Efficient and Accurate Approximations of Nonlinear Convolutional Networks (1411.4229v1)

Abstract: This paper aims to accelerate the test-time computation of deep convolutional neural networks (CNNs). Unlike existing methods that are designed for approximating linear filters or linear responses, our method takes the nonlinear units into account. We minimize the reconstruction error of the nonlinear responses, subject to a low-rank constraint which helps to reduce the complexity of filters. We develop an effective solution to this constrained nonlinear optimization problem. An algorithm is also presented for reducing the accumulated error when multiple layers are approximated. A whole-model speedup ratio of 4x is demonstrated on a large network trained for ImageNet, while the top-5 error rate is only increased by 0.9%. Our accelerated model has a comparably fast speed as the "AlexNet", but is 4.7% more accurate.
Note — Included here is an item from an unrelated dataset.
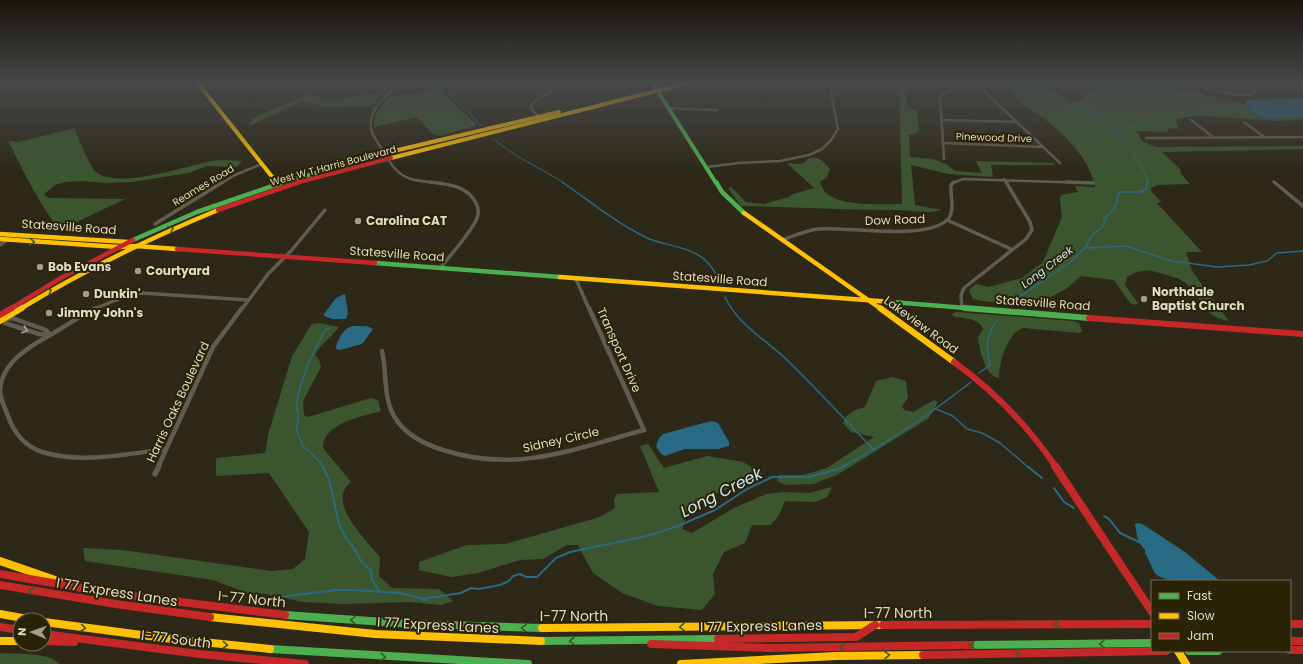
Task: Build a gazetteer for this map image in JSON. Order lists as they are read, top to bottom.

Efficient and Accurate Approximations of Nonlinear Convolutional Networks

The paper presents a novel approach to accelerating the test-time computation of deep Convolutional Neural Networks (CNNs) by accounting for nonlinear components within the networks. This work is distinct from previous studies which mainly focused on linear approximations. The authors minimize the reconstruction error of the nonlinear responses under a low-rank constraint to alleviate computational complexity efficiently, enabling significant reductions in processing time while maintaining accuracy.

The method achieves a speedup factor of 4 on a comprehensive model trained on the ImageNet dataset, with only a marginal top-5 error rate increase of 0.9%. Notably, the accelerated model outperforms the well-known "AlexNet" in accuracy by 4.7%, while maintaining a comparable execution speed.

Key Contributions

1. Nonlinear Response Approximation: By explicitly considering nonlinearities such as Rectified Linear Units (ReLU), the proposed method surpasses existing approaches that overlook these essential network components. The reconstruction strategy focuses on minimizing the error of nonlinear responses, which has been shown to be crucial for maintaining model accuracy.
2. Low-rank Constraint and Optimization: The paper employs a low-rank constraint to reduce the complexity of the convolutional filters. The optimization problem is decomposed into two subproblems and solved iteratively, ensuring that the algorithm is effective in handling complex nonlinearities. Additionally, leveraging asymmetric reconstruction further aids in minimizing accumulated errors when approximating multiple layers consecutively.
3. Theoretical and Practical Gains: Empirical evaluations demonstrate that the method outperforms the linear approximation approach by a noticeable margin in terms of accuracy, especially when operating under significant speedup ratios. This balance between computational savings and accuracy preservation highlights the practical relevance of the method in real-world applications that require fast inference times.
4. Layer-wise and Model-wide Applicability: The algorithm can be applied to individual layers or the entire network. It also includes a rank selection mechanism to optimize across multiple layers, considering the accumulated approximation's effect on overall model performance.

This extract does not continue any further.